**Required work**.
Taking the listing below, restate word for word each line from the line with "width:156px; height:156px; stroke-width:2.5" to the line with "font-size:90px; font-weight:800; line-height:1.1", ends included, and stop there.

*-*-*

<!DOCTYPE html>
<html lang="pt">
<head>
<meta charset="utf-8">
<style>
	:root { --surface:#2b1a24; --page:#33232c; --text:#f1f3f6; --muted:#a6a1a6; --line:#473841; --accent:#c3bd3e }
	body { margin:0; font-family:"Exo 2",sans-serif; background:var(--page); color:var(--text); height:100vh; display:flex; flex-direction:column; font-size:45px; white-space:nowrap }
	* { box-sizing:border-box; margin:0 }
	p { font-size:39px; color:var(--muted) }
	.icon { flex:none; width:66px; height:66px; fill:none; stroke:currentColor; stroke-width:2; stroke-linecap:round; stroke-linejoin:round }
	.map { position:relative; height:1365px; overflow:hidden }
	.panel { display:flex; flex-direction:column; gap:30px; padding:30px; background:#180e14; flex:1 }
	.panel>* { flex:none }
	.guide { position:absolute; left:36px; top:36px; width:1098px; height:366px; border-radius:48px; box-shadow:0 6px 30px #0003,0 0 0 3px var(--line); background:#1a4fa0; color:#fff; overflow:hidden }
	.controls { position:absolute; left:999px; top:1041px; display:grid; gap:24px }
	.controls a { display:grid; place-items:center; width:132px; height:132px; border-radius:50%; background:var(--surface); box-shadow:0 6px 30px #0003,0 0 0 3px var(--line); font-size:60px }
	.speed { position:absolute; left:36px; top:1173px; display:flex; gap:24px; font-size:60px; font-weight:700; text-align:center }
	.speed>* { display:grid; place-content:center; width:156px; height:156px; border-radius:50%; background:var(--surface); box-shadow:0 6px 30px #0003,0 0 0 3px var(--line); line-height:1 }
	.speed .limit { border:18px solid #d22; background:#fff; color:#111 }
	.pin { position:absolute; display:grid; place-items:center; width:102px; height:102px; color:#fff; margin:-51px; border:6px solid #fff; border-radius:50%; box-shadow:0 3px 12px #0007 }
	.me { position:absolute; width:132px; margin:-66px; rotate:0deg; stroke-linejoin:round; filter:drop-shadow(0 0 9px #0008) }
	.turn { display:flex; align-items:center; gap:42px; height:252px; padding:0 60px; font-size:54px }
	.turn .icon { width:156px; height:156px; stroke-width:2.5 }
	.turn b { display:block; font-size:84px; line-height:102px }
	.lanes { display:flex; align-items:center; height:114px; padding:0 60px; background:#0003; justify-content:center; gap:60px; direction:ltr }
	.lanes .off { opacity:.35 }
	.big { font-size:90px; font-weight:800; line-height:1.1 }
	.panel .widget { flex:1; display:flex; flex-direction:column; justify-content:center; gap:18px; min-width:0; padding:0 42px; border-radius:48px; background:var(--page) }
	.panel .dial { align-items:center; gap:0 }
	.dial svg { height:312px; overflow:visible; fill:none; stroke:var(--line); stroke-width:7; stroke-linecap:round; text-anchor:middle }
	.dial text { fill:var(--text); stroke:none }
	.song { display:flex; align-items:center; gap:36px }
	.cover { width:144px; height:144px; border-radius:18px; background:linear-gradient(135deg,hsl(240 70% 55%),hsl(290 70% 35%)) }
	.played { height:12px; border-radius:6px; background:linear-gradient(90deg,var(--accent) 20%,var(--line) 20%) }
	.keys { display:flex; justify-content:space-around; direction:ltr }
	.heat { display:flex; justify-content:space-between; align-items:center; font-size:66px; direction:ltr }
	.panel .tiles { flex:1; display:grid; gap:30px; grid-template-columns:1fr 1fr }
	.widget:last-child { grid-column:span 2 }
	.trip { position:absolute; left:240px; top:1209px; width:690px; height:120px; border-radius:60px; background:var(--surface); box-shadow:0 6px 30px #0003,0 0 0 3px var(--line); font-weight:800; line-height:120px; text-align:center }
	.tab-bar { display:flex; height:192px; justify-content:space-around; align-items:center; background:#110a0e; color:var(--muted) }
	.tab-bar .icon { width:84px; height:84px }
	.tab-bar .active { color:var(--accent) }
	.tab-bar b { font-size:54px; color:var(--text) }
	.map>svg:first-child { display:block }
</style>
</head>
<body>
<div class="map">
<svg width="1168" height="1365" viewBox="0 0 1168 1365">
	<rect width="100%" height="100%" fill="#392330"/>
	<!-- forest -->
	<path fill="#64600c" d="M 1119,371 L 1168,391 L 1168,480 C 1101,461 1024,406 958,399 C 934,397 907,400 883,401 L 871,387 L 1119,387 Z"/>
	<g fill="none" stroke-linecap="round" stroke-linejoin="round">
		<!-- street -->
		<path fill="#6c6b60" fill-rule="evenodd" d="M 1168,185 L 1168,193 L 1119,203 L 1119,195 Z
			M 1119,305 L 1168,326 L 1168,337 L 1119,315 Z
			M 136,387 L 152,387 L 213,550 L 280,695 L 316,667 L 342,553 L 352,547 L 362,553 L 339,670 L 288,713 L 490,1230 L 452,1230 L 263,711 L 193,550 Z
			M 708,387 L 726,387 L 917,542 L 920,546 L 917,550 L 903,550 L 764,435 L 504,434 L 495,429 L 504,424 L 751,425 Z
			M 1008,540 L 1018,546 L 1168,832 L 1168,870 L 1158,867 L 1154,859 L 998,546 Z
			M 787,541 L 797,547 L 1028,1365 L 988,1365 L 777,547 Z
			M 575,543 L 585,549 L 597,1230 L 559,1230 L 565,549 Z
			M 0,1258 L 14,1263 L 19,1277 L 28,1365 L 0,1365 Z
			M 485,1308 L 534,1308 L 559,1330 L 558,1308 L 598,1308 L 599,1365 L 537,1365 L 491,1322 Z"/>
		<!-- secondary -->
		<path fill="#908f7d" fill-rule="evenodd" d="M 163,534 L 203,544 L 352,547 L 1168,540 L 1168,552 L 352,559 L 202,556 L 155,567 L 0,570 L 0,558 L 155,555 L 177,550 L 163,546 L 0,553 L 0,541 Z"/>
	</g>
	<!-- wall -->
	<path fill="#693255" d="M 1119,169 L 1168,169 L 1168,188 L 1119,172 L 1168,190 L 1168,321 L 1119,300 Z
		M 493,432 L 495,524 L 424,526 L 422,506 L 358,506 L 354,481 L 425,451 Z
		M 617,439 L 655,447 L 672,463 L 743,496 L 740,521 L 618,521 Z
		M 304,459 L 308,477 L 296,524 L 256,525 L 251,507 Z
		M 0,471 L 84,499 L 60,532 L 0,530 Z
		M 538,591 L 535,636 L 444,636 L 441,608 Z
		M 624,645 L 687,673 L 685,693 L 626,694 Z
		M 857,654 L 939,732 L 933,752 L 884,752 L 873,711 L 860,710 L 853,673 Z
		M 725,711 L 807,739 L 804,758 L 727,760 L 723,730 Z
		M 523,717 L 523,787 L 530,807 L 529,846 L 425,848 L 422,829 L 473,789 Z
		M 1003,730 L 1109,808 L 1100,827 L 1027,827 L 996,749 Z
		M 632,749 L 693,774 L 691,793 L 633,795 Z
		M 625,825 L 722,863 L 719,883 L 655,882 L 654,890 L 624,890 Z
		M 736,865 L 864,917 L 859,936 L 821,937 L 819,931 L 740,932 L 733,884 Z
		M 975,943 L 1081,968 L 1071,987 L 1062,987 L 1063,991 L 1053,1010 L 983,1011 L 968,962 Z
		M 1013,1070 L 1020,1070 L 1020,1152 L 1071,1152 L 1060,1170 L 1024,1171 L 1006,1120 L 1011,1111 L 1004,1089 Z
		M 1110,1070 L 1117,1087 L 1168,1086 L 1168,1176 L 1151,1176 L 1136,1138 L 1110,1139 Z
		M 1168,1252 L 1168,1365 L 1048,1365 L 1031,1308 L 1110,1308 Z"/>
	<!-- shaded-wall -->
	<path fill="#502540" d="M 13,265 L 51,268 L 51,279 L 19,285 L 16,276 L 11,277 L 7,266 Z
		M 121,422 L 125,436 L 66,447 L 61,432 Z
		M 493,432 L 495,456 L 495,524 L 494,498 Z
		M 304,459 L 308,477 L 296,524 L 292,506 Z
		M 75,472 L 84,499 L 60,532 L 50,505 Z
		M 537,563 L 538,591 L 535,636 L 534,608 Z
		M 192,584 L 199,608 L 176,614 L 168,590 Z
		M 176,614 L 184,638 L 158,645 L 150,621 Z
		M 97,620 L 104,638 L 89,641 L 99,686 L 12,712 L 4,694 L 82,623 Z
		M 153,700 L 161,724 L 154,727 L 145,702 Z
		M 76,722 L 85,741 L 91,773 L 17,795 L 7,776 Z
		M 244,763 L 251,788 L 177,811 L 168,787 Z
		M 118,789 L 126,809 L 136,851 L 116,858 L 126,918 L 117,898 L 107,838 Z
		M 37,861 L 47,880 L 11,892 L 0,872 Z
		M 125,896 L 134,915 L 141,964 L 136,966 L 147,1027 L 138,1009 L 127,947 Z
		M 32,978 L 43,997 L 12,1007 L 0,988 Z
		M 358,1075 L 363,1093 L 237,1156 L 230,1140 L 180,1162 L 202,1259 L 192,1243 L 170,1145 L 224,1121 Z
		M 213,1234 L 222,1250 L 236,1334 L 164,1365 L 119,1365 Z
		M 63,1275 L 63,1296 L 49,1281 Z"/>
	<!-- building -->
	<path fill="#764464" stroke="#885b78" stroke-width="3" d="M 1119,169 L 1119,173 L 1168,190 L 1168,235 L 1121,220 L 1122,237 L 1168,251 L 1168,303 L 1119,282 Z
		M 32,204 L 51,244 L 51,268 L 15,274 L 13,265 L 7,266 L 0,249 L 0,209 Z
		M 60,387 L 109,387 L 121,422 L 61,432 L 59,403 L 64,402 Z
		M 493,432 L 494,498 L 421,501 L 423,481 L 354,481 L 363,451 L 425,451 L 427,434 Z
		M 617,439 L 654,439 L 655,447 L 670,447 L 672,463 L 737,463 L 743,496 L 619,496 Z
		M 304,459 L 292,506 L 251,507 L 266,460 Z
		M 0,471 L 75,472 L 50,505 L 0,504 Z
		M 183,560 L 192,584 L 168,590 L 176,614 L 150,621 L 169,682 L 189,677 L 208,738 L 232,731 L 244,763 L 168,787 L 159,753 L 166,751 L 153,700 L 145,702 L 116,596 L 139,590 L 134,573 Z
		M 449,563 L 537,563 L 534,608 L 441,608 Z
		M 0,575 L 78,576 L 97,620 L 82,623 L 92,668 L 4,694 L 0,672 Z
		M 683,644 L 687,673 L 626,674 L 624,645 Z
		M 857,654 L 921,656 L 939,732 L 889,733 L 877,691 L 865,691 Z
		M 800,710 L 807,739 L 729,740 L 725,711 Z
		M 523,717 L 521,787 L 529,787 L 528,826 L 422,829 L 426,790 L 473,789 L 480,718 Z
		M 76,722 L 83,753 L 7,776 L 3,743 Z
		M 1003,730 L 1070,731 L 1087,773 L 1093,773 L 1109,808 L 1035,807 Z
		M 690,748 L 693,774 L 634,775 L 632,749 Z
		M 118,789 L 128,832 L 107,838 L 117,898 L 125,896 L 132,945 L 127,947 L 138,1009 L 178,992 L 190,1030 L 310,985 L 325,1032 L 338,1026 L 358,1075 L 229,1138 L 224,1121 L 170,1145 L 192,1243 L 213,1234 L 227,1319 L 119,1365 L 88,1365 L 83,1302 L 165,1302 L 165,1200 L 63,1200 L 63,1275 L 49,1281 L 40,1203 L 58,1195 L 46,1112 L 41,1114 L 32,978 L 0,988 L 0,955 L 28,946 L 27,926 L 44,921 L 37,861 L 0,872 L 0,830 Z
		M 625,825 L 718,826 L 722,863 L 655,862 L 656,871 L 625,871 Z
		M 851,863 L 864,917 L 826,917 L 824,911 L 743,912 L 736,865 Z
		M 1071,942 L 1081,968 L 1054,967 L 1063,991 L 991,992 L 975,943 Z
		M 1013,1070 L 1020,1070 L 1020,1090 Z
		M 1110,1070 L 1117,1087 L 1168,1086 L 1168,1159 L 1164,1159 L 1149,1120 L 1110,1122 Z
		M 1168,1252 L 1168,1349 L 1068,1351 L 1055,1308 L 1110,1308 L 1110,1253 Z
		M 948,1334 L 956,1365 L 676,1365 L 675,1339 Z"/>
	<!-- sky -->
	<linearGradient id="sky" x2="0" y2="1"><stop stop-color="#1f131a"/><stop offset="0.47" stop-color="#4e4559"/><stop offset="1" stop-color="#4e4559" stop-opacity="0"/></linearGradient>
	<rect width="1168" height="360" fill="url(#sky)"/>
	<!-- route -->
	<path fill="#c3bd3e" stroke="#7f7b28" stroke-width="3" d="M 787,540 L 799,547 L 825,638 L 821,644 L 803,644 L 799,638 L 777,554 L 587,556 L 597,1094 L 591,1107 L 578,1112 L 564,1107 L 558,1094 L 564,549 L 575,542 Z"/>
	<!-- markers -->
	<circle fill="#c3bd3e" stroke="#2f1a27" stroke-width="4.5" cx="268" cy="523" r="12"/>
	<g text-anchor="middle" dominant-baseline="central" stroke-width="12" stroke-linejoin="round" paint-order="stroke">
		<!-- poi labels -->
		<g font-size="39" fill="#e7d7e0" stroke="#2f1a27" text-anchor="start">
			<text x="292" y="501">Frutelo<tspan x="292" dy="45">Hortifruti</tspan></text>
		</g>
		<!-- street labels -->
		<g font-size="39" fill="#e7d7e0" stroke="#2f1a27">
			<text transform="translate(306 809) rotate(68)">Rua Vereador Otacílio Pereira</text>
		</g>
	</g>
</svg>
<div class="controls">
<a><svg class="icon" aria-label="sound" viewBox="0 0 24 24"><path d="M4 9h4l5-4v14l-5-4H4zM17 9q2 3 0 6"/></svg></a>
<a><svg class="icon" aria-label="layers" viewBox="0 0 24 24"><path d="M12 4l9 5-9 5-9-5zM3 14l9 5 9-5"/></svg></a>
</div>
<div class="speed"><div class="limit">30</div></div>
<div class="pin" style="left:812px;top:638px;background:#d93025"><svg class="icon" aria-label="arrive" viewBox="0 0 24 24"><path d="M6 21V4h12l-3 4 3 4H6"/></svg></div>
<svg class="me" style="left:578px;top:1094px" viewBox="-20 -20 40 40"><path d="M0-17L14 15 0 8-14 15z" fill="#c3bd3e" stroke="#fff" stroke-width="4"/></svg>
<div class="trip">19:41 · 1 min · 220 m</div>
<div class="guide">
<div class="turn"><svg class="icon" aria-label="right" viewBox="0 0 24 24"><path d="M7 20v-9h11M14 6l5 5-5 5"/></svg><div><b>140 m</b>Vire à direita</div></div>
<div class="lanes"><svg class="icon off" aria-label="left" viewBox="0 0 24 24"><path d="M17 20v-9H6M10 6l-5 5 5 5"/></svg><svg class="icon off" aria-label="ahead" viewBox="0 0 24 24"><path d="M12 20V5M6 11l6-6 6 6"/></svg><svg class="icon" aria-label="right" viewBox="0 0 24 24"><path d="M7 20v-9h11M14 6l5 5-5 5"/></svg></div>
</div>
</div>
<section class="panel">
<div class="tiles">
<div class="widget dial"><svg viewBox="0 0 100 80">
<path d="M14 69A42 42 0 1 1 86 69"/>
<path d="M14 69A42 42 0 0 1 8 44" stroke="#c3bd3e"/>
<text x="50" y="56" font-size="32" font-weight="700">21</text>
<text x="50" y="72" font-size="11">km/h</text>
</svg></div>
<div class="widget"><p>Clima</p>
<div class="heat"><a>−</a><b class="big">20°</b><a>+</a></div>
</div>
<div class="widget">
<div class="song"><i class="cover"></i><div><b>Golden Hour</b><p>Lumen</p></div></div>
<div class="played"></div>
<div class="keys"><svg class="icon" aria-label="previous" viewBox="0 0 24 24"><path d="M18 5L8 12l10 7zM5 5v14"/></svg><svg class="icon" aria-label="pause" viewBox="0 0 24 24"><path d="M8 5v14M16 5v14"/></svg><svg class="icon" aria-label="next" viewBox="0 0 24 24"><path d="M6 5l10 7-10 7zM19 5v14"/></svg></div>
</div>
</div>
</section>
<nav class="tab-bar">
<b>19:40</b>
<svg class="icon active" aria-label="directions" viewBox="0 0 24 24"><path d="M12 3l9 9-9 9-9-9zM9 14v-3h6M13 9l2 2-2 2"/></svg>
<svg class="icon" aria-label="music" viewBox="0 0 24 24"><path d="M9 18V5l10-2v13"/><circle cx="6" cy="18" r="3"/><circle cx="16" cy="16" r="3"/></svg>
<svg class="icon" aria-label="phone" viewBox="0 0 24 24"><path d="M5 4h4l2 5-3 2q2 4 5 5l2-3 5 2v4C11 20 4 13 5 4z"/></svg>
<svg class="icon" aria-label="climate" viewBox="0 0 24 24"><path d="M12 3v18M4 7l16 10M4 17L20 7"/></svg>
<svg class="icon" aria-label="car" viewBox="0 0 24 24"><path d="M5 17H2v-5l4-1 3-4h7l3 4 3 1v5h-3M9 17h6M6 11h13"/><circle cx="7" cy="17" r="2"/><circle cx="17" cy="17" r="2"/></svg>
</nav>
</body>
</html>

*-*-*

**Result**.
	.turn .icon { width:156px; height:156px; stroke-width:2.5 }
	.turn b { display:block; font-size:84px; line-height:102px }
	.lanes { display:flex; align-items:center; height:114px; padding:0 60px; background:#0003; justify-content:center; gap:60px; direction:ltr }
	.lanes .off { opacity:.35 }
	.big { font-size:90px; font-weight:800; line-height:1.1 }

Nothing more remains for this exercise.